**RAW DATA**
----
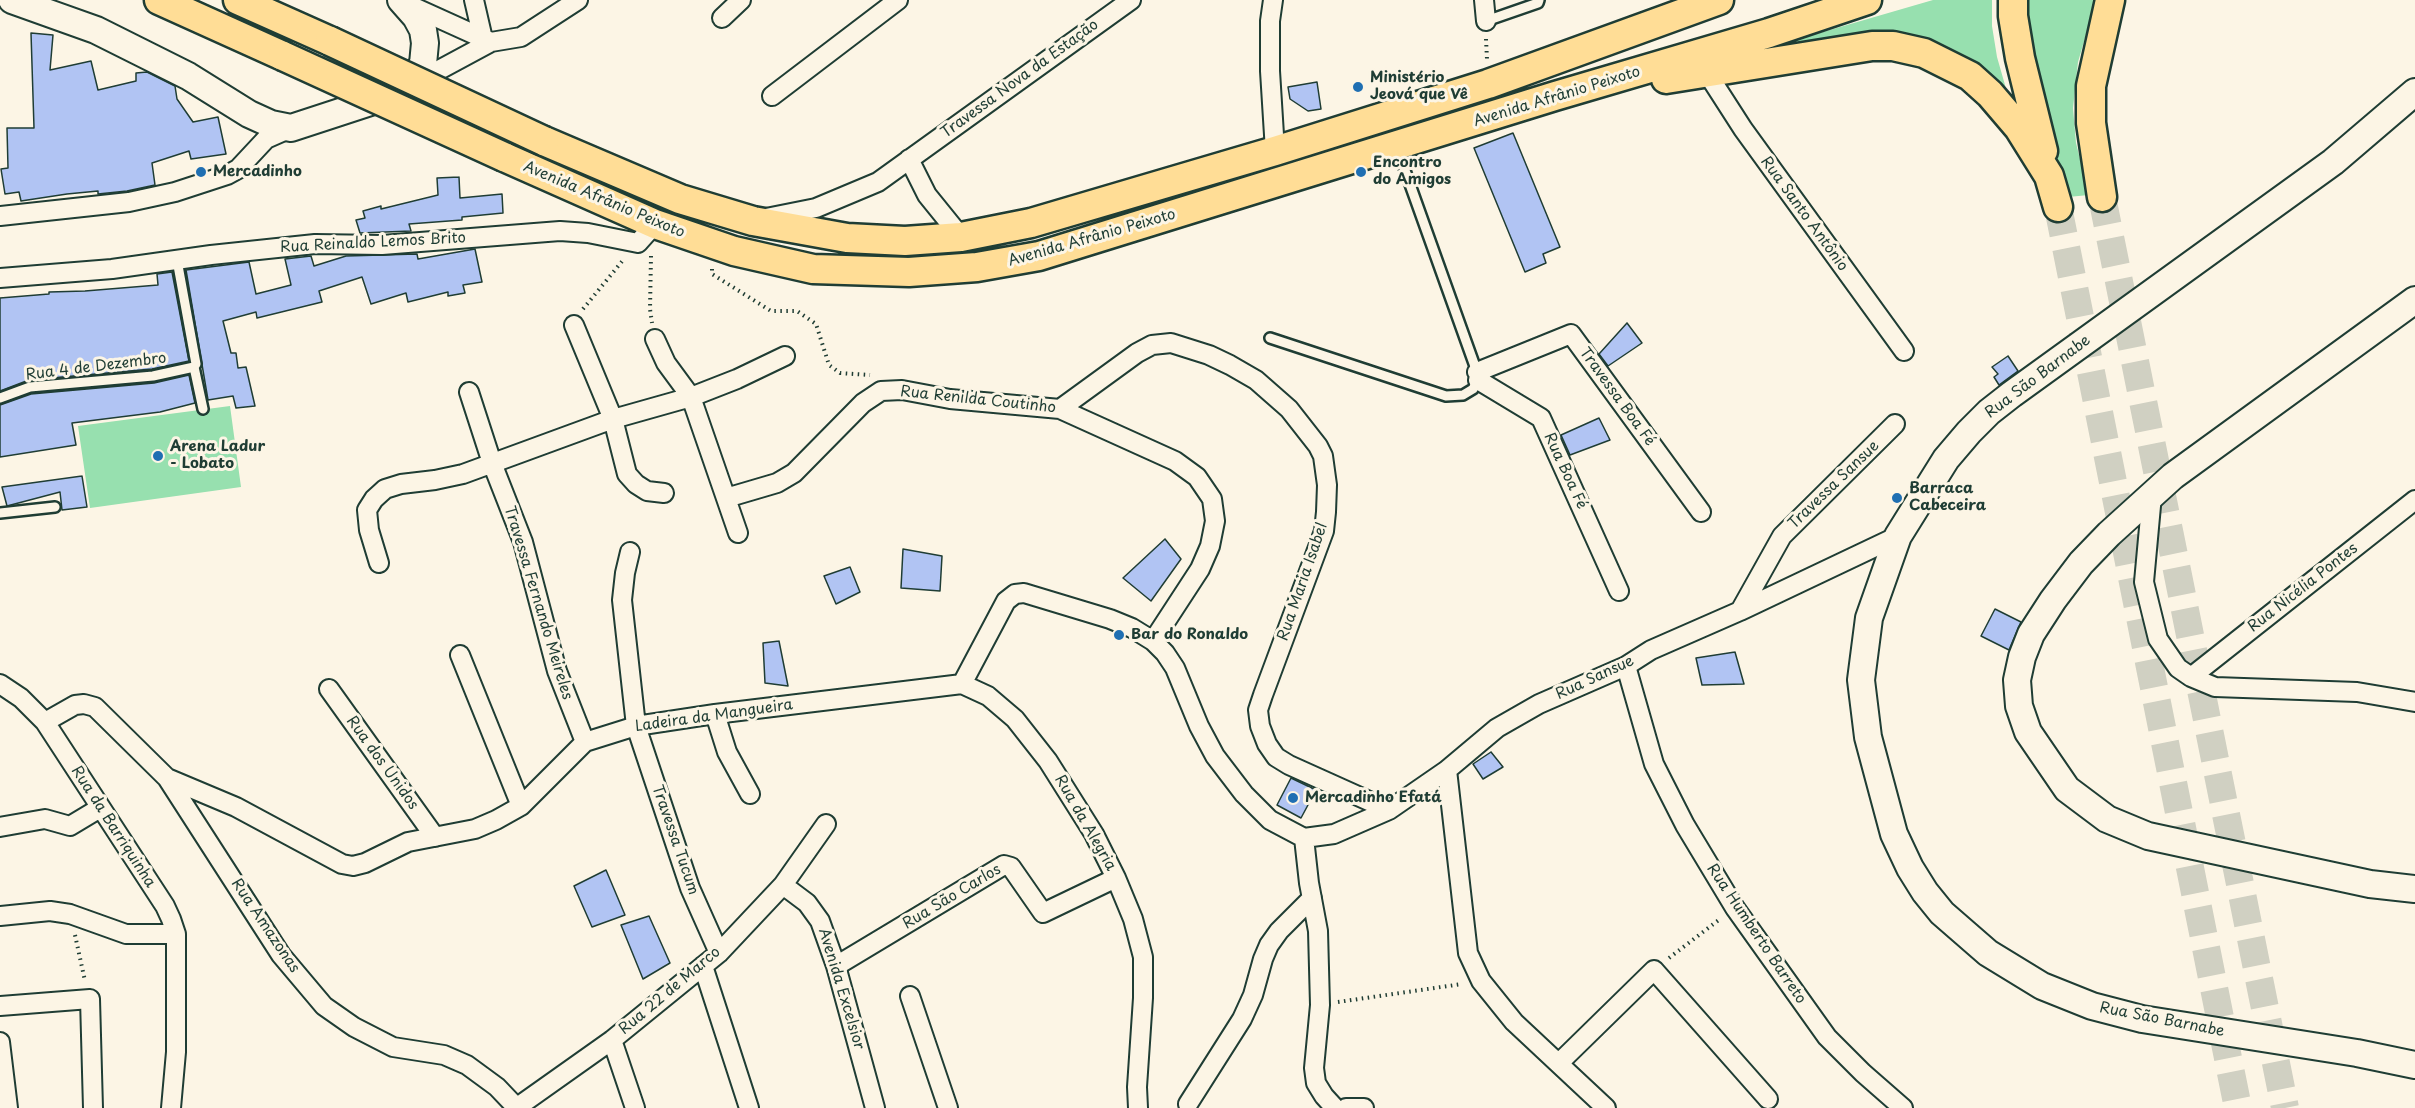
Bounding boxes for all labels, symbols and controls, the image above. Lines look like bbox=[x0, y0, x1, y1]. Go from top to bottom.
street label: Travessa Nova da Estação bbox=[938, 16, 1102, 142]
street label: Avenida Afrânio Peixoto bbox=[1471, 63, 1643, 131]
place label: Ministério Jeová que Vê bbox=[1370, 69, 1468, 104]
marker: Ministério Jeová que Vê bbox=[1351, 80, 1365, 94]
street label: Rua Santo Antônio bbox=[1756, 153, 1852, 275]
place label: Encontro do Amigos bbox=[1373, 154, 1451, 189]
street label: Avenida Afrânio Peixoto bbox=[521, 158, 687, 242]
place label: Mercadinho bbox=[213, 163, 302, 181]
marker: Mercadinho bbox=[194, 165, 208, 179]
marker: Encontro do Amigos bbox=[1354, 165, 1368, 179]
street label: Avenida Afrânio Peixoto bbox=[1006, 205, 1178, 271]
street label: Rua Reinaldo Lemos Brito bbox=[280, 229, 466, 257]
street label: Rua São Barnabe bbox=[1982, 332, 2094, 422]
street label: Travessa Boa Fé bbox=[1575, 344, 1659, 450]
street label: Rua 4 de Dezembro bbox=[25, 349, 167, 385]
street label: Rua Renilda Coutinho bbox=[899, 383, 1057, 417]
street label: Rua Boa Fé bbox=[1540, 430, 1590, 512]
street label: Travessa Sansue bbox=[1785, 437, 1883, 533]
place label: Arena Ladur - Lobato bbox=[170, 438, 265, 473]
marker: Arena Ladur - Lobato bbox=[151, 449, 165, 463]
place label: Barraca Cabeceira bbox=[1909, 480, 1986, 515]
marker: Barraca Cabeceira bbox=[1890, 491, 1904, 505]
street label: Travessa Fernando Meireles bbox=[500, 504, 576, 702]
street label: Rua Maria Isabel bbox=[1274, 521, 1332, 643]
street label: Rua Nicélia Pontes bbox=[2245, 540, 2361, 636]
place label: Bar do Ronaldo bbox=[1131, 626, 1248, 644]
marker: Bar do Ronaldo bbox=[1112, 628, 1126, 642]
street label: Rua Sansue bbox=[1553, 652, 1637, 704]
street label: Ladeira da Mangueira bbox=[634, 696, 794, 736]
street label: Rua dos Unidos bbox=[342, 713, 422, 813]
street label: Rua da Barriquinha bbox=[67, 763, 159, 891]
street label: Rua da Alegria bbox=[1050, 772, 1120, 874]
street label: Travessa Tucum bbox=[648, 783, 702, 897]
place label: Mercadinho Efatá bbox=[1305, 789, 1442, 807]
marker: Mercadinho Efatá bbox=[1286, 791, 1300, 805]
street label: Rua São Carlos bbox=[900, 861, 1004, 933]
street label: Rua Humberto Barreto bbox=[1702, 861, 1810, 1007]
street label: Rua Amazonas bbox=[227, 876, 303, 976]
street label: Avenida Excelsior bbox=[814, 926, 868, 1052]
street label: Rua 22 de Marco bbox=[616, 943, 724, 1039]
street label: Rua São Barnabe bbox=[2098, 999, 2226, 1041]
----
**YOUR OBJECTIVE**
Across all lines of the data above, count those that contain the word "Ministério", giving the number without further comment.

**ANSWER FOR THE TASK**
2